Prior to the 15-hour flight to the Mid-East, each soldier received two box lunches and two 1-liter containers of Gatorade. Upon arrival, warm potable water was availabel, but it was not palatable. Gatorade powder was added to water storage containers at two-thirds strength. During the next 36 hours of duty there were no heat casualties.

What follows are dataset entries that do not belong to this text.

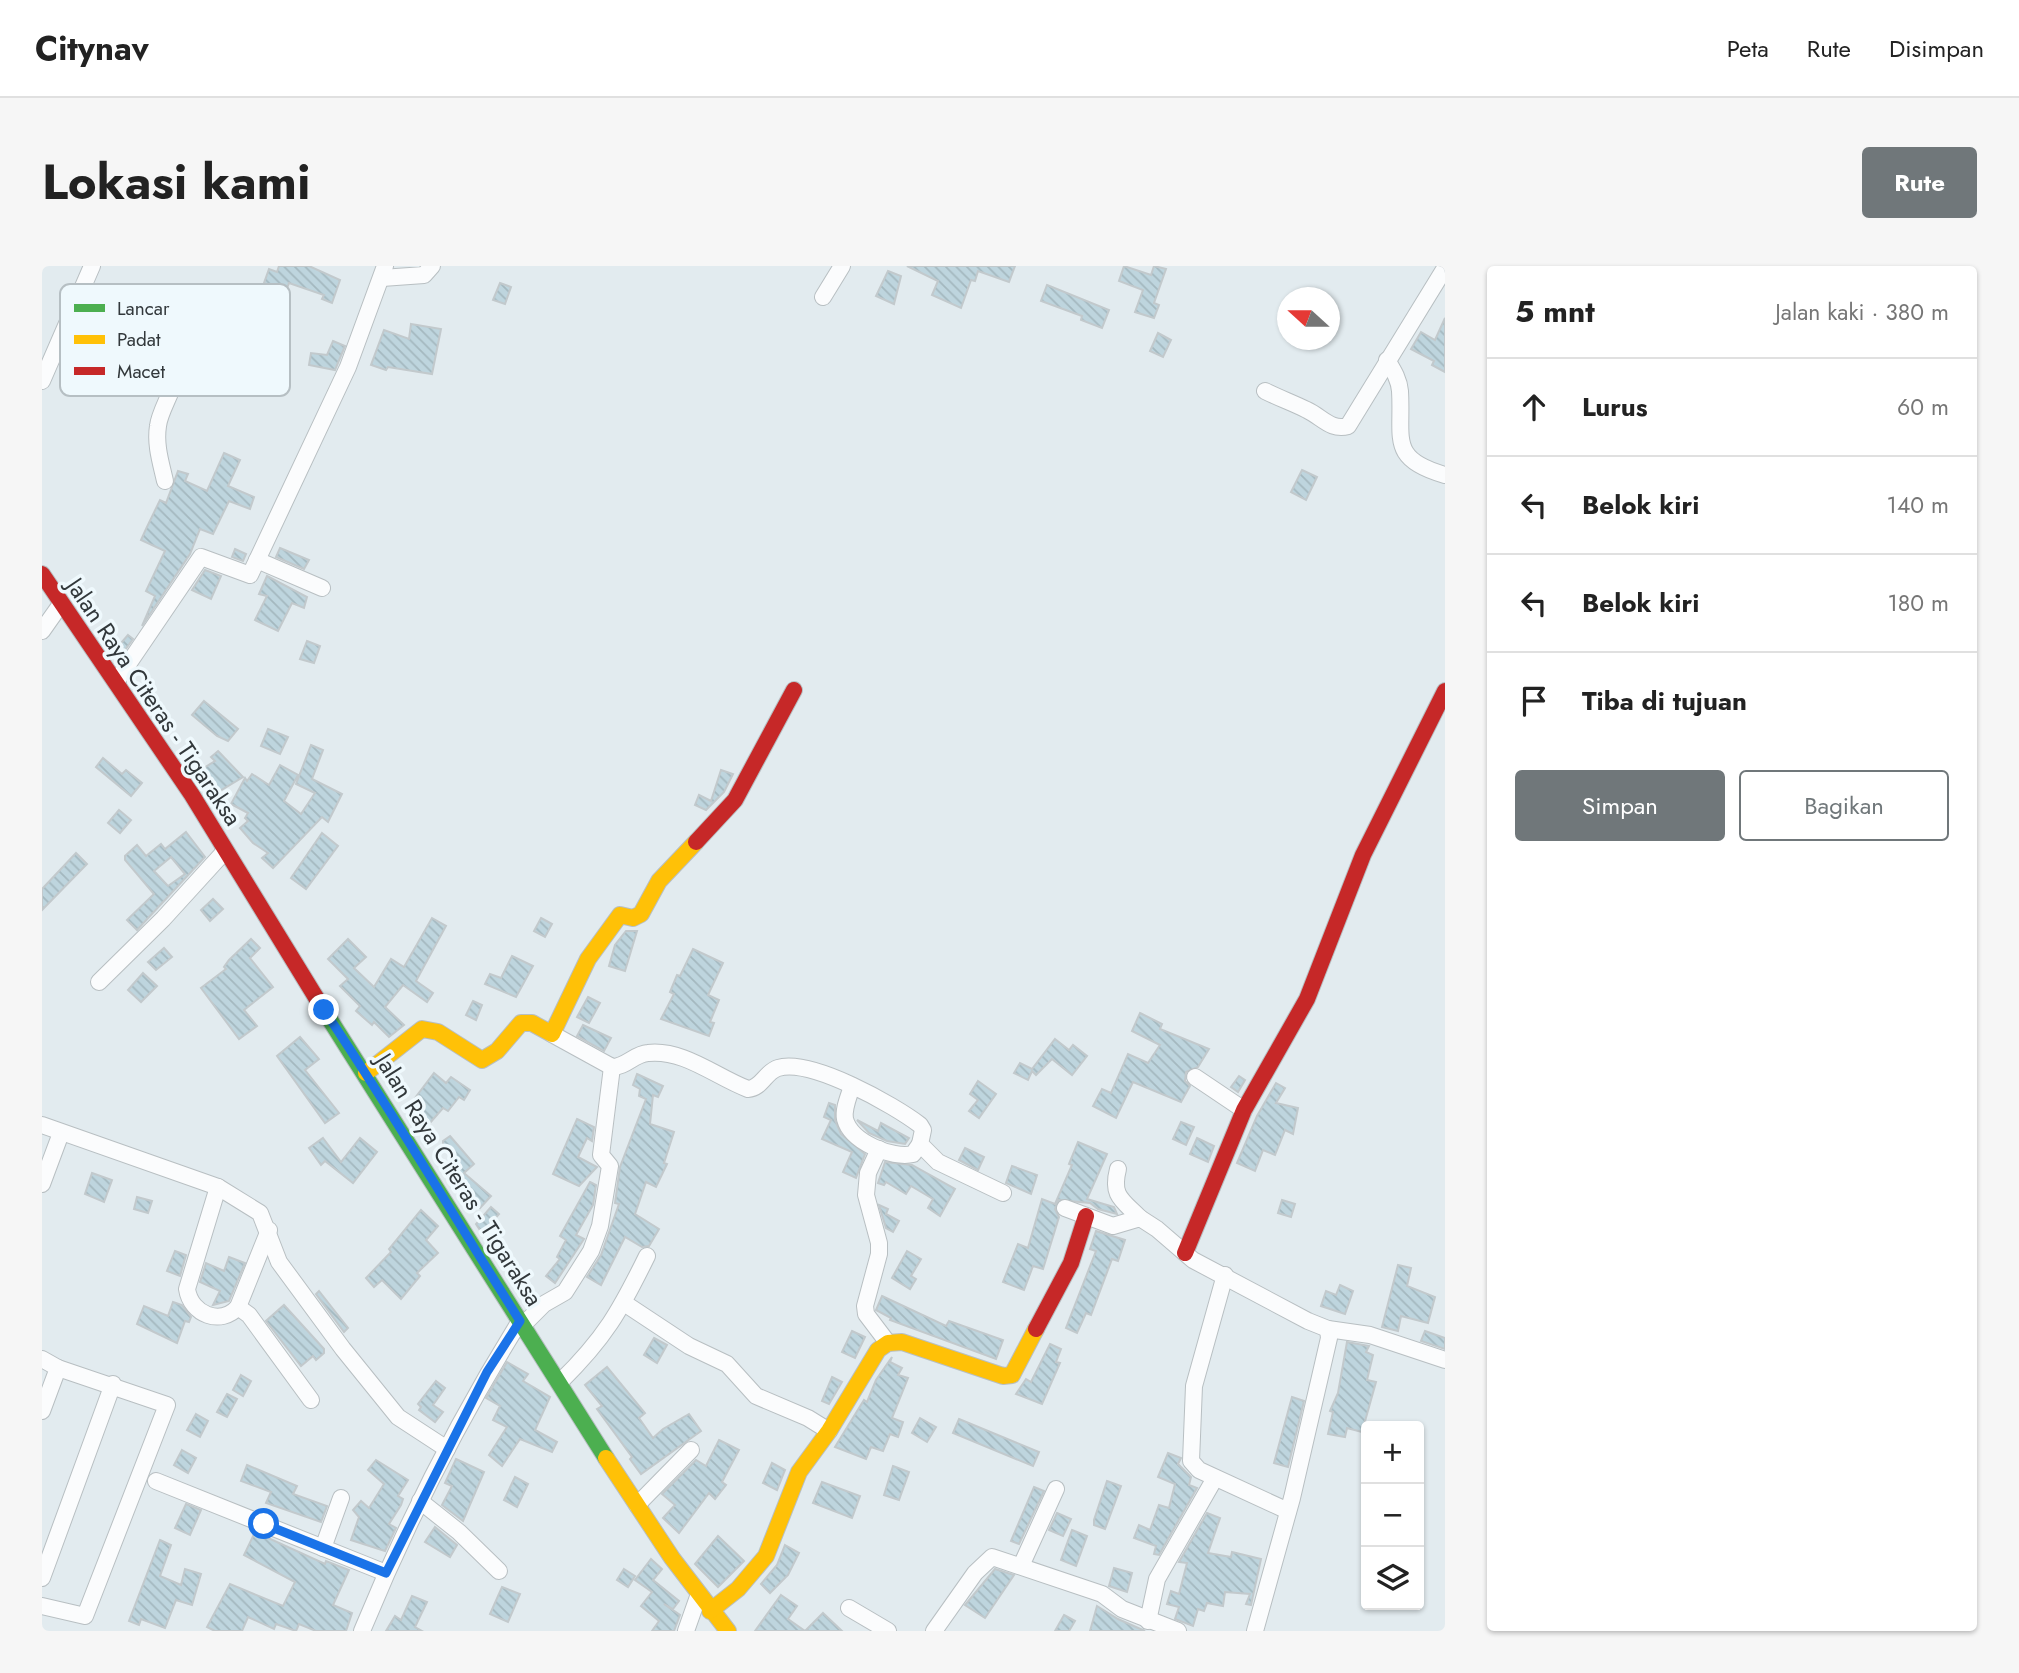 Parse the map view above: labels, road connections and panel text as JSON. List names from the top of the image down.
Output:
{
  "streets": {
    "street": ["Jalan Raya Citeras - Tigaraksa"]
  },
  "legend": ["Lancar", "Padat", "Macet"],
  "north": "left",
  "page": {
    "header": "Citynav",
    "nav": ["Peta", "Rute", "Disimpan"],
    "title": "Lokasi kami",
    "buttons": [
      "Rute",
      ["Simpan", "Bagikan"]
    ],
    "heading": ["5 mnt", "Jalan kaki · 380 m"],
    "list": [
      ["Lurus", "60 m"],
      ["Belok kiri", "140 m"],
      ["Belok kiri", "180 m"],
      "Tiba di tujuan"
    ],
    "map_buttons": ["+", "−"]
  }
}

The second case report involved a Ranger Batallion of approximately 750 soldiers who were involved in a mission designed to rescue U.S. citizens in 1983. One half of these men flew from Fort Lewis, Washington (air temperature of 7°–13°C). Prior to this mission, soldiers were allowed to rest for 4 to 6 h. They remained in full combat gear for 6 h prior to their parachute jump and were not relieved until they had spent 6 h in intermittent combat at a site that was covered with dense plant growth (ambient conditions of 29°–32°C, 85% relative humidity). The load which the average soldier carried weighed 29 to 34 kg, but some men carried gear weighing more than 45 kg. Prior to this operation, Rangers drank 10 to 12 liters of water per day and a forced hydration program was followed during this mission; each man carried 4 liters of pure water. Gatorade also was utilized, by diluting it to one-quarter strength with water. This Ranger unit experienced no heat casualities during this mission despite being relatively unacclimatized.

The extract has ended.